Exercise:
Go through the lines below. Copy those with "halo".

Collected data
* * * * *

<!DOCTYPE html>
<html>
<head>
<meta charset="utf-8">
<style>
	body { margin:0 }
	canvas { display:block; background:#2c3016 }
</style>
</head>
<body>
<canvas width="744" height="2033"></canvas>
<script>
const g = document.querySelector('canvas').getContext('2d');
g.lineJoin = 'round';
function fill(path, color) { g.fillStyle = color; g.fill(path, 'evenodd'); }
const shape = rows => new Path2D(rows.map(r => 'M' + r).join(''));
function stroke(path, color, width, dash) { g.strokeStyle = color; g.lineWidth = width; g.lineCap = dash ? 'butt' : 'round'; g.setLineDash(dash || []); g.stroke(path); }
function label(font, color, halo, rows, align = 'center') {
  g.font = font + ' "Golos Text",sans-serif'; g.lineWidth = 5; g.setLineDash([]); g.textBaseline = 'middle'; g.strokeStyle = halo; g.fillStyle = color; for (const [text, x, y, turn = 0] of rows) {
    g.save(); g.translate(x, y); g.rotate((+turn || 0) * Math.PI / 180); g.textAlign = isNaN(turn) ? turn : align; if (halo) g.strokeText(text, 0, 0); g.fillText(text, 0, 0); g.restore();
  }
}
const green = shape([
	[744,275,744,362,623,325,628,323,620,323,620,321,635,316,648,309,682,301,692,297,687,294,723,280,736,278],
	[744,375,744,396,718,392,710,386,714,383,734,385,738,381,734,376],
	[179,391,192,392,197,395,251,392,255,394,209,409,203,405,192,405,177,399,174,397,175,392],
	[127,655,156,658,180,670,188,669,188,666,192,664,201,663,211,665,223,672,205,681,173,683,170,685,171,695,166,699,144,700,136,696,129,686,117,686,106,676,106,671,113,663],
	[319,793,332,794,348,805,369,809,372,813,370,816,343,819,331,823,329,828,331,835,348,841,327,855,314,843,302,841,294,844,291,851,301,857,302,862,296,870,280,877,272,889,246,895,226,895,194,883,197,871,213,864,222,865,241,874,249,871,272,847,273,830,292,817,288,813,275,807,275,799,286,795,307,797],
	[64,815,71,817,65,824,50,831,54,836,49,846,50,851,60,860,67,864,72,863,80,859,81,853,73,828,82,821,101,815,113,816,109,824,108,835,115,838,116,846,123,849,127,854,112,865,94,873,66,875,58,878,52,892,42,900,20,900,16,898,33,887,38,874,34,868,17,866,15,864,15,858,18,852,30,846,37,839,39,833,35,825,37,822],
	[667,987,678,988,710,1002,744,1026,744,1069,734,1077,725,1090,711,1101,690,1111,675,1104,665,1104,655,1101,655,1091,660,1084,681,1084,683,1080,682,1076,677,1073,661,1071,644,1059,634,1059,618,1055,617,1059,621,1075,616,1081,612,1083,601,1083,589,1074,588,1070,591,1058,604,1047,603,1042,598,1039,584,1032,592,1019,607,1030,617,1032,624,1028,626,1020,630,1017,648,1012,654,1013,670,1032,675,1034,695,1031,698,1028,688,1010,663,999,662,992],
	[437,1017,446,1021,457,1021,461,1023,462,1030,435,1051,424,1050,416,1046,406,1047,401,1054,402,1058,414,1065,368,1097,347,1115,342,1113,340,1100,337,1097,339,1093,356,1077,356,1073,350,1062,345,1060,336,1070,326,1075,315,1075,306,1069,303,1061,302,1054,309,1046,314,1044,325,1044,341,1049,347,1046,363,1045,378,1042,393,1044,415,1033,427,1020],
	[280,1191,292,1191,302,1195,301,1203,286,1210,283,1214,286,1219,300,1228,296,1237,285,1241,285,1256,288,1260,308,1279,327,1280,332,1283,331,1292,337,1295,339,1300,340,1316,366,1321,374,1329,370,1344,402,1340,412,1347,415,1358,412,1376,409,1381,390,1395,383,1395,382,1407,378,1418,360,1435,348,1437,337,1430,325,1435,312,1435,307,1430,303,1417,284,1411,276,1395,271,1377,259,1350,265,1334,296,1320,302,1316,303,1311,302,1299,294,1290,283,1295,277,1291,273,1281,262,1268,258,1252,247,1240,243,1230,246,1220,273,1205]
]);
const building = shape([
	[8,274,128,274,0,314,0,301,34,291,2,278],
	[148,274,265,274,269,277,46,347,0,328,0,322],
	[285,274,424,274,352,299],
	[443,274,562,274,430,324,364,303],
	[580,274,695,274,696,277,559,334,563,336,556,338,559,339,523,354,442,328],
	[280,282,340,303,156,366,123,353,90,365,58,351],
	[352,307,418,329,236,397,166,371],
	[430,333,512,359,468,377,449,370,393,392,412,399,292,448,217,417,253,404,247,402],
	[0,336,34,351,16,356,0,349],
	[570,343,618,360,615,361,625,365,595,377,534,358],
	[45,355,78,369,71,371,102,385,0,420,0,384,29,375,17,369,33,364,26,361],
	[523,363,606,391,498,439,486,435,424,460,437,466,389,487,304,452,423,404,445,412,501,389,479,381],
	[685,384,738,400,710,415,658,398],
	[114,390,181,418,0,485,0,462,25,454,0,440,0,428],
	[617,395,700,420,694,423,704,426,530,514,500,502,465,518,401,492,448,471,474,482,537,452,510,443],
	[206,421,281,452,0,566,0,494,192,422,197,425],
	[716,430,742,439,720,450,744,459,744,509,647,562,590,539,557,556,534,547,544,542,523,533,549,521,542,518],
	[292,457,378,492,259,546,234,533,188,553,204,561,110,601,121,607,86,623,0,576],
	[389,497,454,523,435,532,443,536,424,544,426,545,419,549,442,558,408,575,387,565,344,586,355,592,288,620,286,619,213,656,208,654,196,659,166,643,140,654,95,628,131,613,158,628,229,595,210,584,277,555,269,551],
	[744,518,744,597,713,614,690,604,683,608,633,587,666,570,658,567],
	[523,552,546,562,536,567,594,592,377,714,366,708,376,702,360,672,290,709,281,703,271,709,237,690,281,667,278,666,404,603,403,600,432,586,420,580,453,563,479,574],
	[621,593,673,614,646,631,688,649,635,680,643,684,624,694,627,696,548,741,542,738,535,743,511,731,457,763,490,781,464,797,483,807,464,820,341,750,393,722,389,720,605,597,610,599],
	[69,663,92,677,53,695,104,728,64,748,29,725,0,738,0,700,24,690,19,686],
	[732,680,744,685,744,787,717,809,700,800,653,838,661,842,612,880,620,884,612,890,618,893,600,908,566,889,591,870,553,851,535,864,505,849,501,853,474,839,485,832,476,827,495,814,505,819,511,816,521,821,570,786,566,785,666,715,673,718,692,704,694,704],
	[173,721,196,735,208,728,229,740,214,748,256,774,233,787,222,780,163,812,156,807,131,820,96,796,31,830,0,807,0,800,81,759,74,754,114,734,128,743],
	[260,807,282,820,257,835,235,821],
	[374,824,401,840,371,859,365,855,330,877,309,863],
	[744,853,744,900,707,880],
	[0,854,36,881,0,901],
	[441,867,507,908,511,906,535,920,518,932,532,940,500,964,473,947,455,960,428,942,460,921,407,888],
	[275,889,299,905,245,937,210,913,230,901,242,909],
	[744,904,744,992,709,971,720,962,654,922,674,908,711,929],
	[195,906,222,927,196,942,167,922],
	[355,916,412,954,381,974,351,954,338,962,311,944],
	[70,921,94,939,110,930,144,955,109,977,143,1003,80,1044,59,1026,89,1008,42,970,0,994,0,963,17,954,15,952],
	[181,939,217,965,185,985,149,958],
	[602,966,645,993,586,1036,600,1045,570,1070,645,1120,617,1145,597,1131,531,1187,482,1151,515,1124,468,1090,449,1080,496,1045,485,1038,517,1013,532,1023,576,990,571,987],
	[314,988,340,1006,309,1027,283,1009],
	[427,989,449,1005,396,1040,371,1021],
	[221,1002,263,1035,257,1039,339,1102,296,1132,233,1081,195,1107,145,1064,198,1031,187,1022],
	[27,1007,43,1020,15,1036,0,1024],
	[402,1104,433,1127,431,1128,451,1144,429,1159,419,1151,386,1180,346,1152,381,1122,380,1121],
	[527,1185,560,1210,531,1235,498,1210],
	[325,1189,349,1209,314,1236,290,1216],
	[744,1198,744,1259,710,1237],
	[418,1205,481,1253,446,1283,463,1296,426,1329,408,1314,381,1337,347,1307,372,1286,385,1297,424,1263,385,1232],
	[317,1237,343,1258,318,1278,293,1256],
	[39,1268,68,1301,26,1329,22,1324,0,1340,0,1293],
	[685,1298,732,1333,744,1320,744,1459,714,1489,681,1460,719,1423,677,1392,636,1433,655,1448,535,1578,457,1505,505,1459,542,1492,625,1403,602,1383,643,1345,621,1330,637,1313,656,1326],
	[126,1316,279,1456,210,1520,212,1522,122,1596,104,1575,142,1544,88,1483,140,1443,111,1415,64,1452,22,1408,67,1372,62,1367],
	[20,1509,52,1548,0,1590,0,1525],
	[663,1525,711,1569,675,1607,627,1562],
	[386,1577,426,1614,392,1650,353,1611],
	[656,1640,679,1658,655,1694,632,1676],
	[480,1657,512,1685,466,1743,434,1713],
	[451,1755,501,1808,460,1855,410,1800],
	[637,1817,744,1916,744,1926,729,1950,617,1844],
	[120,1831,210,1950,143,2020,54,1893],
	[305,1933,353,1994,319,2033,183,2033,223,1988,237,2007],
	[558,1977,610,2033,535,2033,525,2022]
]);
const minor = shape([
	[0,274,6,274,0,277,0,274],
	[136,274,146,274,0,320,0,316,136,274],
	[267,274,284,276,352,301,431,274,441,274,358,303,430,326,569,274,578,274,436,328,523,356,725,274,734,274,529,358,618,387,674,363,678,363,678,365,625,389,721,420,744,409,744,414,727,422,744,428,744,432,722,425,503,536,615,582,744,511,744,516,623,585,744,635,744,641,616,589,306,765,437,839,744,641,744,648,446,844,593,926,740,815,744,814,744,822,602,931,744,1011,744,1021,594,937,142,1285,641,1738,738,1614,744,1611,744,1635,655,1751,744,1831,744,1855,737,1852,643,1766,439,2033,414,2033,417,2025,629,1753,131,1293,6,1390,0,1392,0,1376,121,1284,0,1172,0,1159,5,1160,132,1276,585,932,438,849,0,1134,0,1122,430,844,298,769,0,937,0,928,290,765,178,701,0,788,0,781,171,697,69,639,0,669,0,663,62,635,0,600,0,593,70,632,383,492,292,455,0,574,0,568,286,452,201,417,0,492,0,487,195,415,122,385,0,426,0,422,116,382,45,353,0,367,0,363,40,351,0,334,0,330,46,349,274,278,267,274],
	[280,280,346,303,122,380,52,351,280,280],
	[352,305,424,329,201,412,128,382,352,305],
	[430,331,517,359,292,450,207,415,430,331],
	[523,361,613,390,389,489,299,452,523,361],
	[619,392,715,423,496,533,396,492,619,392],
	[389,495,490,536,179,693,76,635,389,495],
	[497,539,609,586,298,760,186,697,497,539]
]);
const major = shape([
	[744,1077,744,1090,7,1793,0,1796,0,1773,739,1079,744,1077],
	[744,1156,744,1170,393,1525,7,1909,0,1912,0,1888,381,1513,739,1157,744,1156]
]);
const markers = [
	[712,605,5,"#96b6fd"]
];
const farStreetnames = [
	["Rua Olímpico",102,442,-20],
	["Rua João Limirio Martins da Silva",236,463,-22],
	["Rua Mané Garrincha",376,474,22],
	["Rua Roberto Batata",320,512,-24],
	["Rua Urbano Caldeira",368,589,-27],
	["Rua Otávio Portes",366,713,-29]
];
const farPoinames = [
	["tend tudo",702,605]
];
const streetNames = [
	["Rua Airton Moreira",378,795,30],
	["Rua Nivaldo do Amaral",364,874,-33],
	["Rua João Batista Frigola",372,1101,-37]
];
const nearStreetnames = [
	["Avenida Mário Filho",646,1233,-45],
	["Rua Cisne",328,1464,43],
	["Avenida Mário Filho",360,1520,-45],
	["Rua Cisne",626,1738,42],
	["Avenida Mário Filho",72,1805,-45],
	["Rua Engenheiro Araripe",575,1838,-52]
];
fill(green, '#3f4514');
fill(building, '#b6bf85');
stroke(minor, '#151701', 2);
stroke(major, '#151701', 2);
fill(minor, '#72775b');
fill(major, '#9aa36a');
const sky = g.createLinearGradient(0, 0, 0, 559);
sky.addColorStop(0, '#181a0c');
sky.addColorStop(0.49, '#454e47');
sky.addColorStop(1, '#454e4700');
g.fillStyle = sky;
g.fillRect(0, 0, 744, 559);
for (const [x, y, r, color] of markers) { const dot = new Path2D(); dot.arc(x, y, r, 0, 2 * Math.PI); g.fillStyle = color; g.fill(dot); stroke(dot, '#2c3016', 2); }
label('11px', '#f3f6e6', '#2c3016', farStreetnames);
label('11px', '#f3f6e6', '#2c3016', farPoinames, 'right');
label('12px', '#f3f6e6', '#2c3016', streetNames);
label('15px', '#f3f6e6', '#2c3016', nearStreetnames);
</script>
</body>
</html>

* * * * *

The answer:
function label(font, color, halo, rows, align = 'center') {
  g.font = font + ' "Golos Text",sans-serif'; g.lineWidth = 5; g.setLineDash([]); g.textBaseline = 'middle'; g.strokeStyle = halo; g.fillStyle = color; for (const [text, x, y, turn = 0] of rows) {
    g.save(); g.translate(x, y); g.rotate((+turn || 0) * Math.PI / 180); g.textAlign = isNaN(turn) ? turn : align; if (halo) g.strokeText(text, 0, 0); g.fillText(text, 0, 0); g.restore();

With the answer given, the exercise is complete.